A date was set for her to meet with the board and me and her counsel. At the meeting the shareholder and her counsel were given the opportunity to respond to the allegations. We advised the shareholder and her counsel that a stenographer would be present to record the discussions. After the meeting the board voted to terminate the lease by a certain date. The proprietary lease of the co-op provided for a majority vote of the board to terminate the lease based upon objectionable conduct.
Shortly after, the shareholder sold her apartment and the board went back to dealing with the many other day-to-day issues and decisions such as the maintenance and repairs of the building, finances, and other matters.
COMMENT I have concluded that the initial response of most boards to difficult shareholders and condominium unit-owners has a common thread. The boards generally wish to resolve these situations by meeting with such owners in the hope of having them change their behavior and live by the rules and be “good citizens.” The process could become lengthy and consume the board members’ time and energy and distract the members from the day-to-day duties of the board and managing agent. It also could lead to the co-op incurring significant legal fees from almost daily calls and counseling as the shareholder continues his or her behavior, and as residents and staff complain to the board, whose members feel a greater sense of frustration and urgency.
While I advocate attempting to resolve matters as quickly and reasonably as possible, I believe that boards must recognize in the early stages of this process that some situations cannot be fixed by talking and negotiating with unreasonable people. The board members cannot allow their governance of the building to be distracted by one shareholder who clearly will not conform to the rules of community living.

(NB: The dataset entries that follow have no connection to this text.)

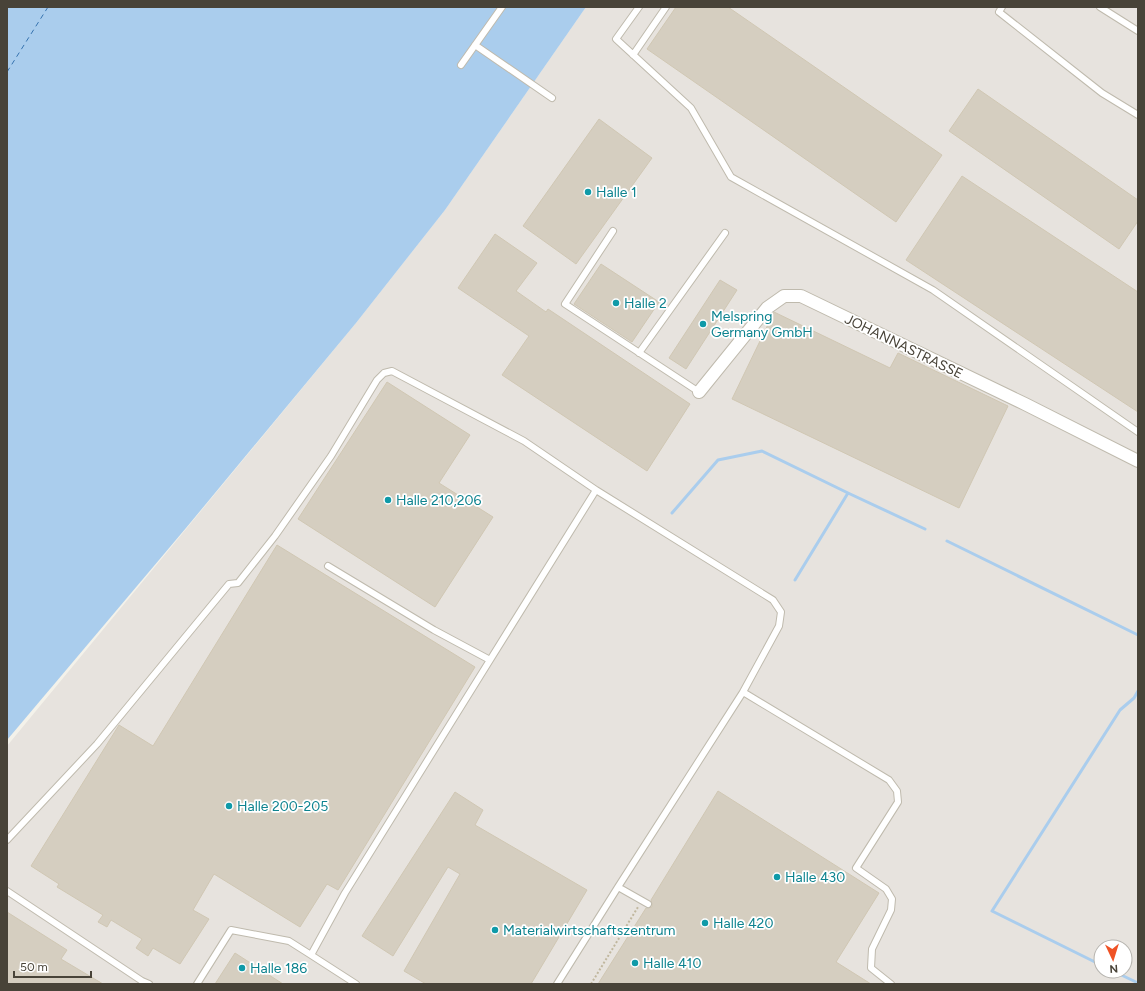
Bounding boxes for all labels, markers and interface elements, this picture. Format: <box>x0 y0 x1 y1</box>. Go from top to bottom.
place label: Halle 1 <box>596 184 637 201</box>
marker: Halle 1 <box>583 187 593 197</box>
place label: Halle 2 <box>624 295 667 312</box>
marker: Halle 2 <box>611 298 621 308</box>
place label: Melspring Germany GmbH <box>711 308 813 341</box>
street label: JOHANNASTRASSE <box>842 310 966 382</box>
marker: Melspring Germany GmbH <box>698 319 708 329</box>
place label: Halle 210,206 <box>396 492 481 509</box>
marker: Halle 210,206 <box>383 495 393 505</box>
place label: Halle 200-205 <box>237 798 328 815</box>
marker: Halle 200-205 <box>224 801 234 811</box>
place label: Halle 430 <box>785 869 845 886</box>
marker: Halle 430 <box>772 872 782 882</box>
place label: Halle 420 <box>713 915 773 932</box>
marker: Halle 420 <box>700 918 710 928</box>
place label: Materialwirtschaftszentrum <box>503 922 676 939</box>
marker: Materialwirtschaftszentrum <box>490 925 500 935</box>
north arrow <box>1093 939 1133 979</box>
scale bar <box>14 953 91 979</box>
place label: Halle 410 <box>643 955 701 972</box>
marker: Halle 410 <box>630 958 640 968</box>
text: 50 m <box>20 960 48 974</box>
place label: Halle 186 <box>250 960 307 977</box>
text: N <box>1109 962 1118 975</box>
marker: Halle 186 <box>237 963 247 973</box>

While proprietary leases generally provide for a defaulting shareholder to be responsible for the cost of legal fees incurred by the co-op, the co-op may expend significant money over an extended period of time before the matter is resolved and fees are reimbursed to it.
The takeaway is that boards and their counsel must use good judgment to decide how they wish to proceed in each set of circumstances. Making the right decision should prevent having these matters take on a life of their own – at great cost and distraction to the board.
From the Desk of DHG:
At an annual shareholders’ meeting Q&A, a man stood up and angrily asked, “What happened to my $15,000?” The board president was puzzled, and the accuser continued impatiently: “I was promised a $15,000 credit at last year’s meeting. I never got it.” A number of people in the crowd of 250 said, “Yeah, I remember that. I was supposed to get a credit, too!” As the rumbles grew louder, the president said to the man: “What is the address of your co-op?” He gave an address – and found he was at the wrong annual meeting. “Never mind,” he said, and left.